• **GOAL OF THE EXERCISE**: Check every line below for the word "Avenue" and copy the ones that have it.

• **Data entries**:

- - -

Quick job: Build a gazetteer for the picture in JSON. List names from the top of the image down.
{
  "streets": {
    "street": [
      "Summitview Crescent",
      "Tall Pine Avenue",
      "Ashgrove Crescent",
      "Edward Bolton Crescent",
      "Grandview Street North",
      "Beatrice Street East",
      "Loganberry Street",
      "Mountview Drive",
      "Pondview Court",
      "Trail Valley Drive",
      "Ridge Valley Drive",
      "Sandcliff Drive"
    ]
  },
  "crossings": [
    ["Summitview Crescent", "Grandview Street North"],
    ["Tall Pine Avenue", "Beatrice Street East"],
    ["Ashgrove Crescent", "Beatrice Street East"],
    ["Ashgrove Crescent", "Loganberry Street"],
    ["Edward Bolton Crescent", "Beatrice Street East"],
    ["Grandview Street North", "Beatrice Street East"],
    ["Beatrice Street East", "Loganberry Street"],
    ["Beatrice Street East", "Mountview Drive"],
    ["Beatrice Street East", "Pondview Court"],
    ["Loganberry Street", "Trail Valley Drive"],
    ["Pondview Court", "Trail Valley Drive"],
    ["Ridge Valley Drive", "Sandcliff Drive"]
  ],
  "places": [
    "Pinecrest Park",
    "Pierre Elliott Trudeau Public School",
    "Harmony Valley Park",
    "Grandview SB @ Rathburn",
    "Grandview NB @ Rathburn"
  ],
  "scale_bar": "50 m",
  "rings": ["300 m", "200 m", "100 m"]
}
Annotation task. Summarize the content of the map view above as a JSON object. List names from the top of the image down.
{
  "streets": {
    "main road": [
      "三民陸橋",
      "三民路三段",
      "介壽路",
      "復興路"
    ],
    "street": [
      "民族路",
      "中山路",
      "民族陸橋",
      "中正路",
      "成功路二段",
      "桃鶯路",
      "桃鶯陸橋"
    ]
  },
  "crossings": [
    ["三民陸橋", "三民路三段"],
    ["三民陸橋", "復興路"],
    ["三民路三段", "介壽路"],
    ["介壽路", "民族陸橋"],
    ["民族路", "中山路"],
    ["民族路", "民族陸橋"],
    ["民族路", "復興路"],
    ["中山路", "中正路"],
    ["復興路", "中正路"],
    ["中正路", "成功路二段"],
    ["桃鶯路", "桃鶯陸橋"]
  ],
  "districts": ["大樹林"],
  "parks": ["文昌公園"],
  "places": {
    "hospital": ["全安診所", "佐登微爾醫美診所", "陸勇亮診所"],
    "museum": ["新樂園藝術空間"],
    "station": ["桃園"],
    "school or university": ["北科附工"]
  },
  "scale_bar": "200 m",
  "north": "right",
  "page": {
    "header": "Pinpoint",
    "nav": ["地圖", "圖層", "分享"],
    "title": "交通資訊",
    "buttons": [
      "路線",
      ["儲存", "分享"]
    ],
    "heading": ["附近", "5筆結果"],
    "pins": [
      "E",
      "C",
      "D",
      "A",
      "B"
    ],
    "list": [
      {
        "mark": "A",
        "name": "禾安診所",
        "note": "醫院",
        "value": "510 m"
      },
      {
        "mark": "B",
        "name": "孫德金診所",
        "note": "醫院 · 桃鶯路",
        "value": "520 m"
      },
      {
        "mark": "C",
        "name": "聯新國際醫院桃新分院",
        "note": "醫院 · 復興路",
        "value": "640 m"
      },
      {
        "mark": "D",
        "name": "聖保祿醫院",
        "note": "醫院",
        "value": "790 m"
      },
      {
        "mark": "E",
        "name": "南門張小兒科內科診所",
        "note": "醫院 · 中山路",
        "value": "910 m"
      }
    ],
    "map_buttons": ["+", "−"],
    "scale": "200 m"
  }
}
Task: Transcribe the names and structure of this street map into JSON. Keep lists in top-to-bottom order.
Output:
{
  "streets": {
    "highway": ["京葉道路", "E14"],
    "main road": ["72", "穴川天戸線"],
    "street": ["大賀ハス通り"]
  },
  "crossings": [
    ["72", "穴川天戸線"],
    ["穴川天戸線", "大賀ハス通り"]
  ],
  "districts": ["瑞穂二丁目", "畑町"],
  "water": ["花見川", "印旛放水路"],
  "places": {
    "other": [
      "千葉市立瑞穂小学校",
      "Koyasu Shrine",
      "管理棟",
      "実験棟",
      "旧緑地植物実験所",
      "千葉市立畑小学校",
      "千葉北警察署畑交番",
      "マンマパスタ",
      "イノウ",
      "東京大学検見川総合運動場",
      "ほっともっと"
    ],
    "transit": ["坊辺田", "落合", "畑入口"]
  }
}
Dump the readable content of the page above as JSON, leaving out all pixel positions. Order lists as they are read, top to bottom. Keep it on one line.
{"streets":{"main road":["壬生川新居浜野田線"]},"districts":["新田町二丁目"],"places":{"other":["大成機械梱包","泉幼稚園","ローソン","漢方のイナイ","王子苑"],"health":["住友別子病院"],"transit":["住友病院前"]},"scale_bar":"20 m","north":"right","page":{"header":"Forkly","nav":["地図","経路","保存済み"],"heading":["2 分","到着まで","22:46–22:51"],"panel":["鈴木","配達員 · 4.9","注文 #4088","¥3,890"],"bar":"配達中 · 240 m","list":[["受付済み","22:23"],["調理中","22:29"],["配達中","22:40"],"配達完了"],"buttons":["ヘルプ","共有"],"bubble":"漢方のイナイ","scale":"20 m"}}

- - -

• **FINAL ANSWER**:
      "Tall Pine Avenue",
    ["Tall Pine Avenue", "Beatrice Street East"],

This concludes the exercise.